▸ Exercise objective:
Print the listing below word for word, but drop any pictures it contains.

▸ Given data:
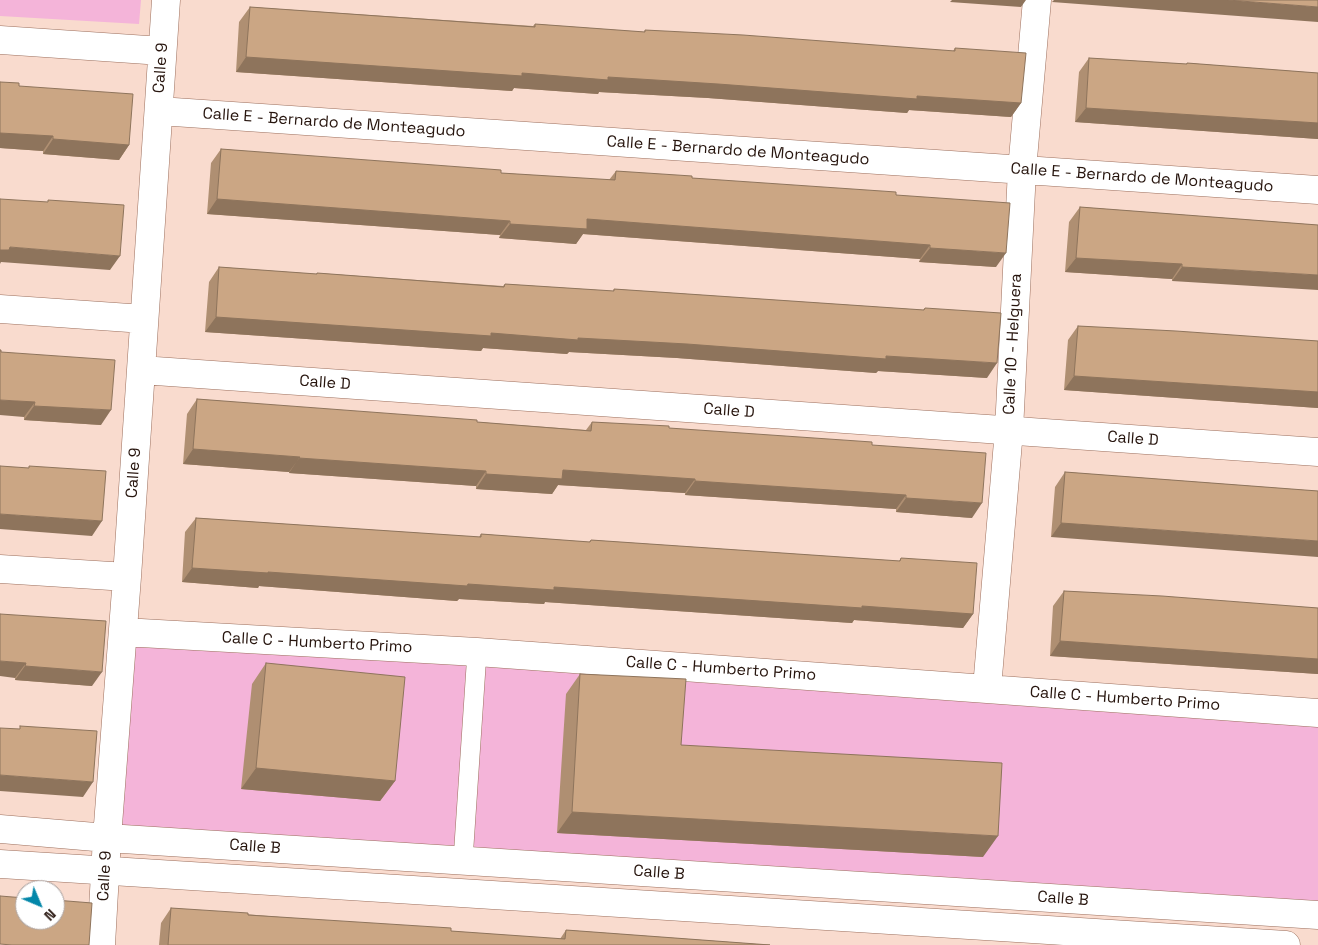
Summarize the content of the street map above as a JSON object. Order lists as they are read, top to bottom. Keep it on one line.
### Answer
{"streets":{"street":["Calle 9","Calle E - Bernardo de Monteagudo","Calle 10 - Helguera","Calle D","Calle C - Humberto Primo","Calle B"]},"crossings":[["Calle 9","Calle E - Bernardo de Monteagudo"],["Calle 9","Calle D"],["Calle 9","Calle C - Humberto Primo"],["Calle 9","Calle B"],["Calle E - Bernardo de Monteagudo","Calle 10 - Helguera"],["Calle 10 - Helguera","Calle D"],["Calle 10 - Helguera","Calle C - Humberto Primo"]],"north":"bottom right"}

▸ Written reply:
Summarize the content of the street map above as a JSON object. Order lists as they are read, top to bottom. Keep it on one line.
### Answer
{"streets":{"street":["Calle 9","Calle E - Bernardo de Monteagudo","Calle 10 - Helguera","Calle D","Calle C - Humberto Primo","Calle B"]},"crossings":[["Calle 9","Calle E - Bernardo de Monteagudo"],["Calle 9","Calle D"],["Calle 9","Calle C - Humberto Primo"],["Calle 9","Calle B"],["Calle E - Bernardo de Monteagudo","Calle 10 - Helguera"],["Calle 10 - Helguera","Calle D"],["Calle 10 - Helguera","Calle C - Humberto Primo"]],"north":"bottom right"}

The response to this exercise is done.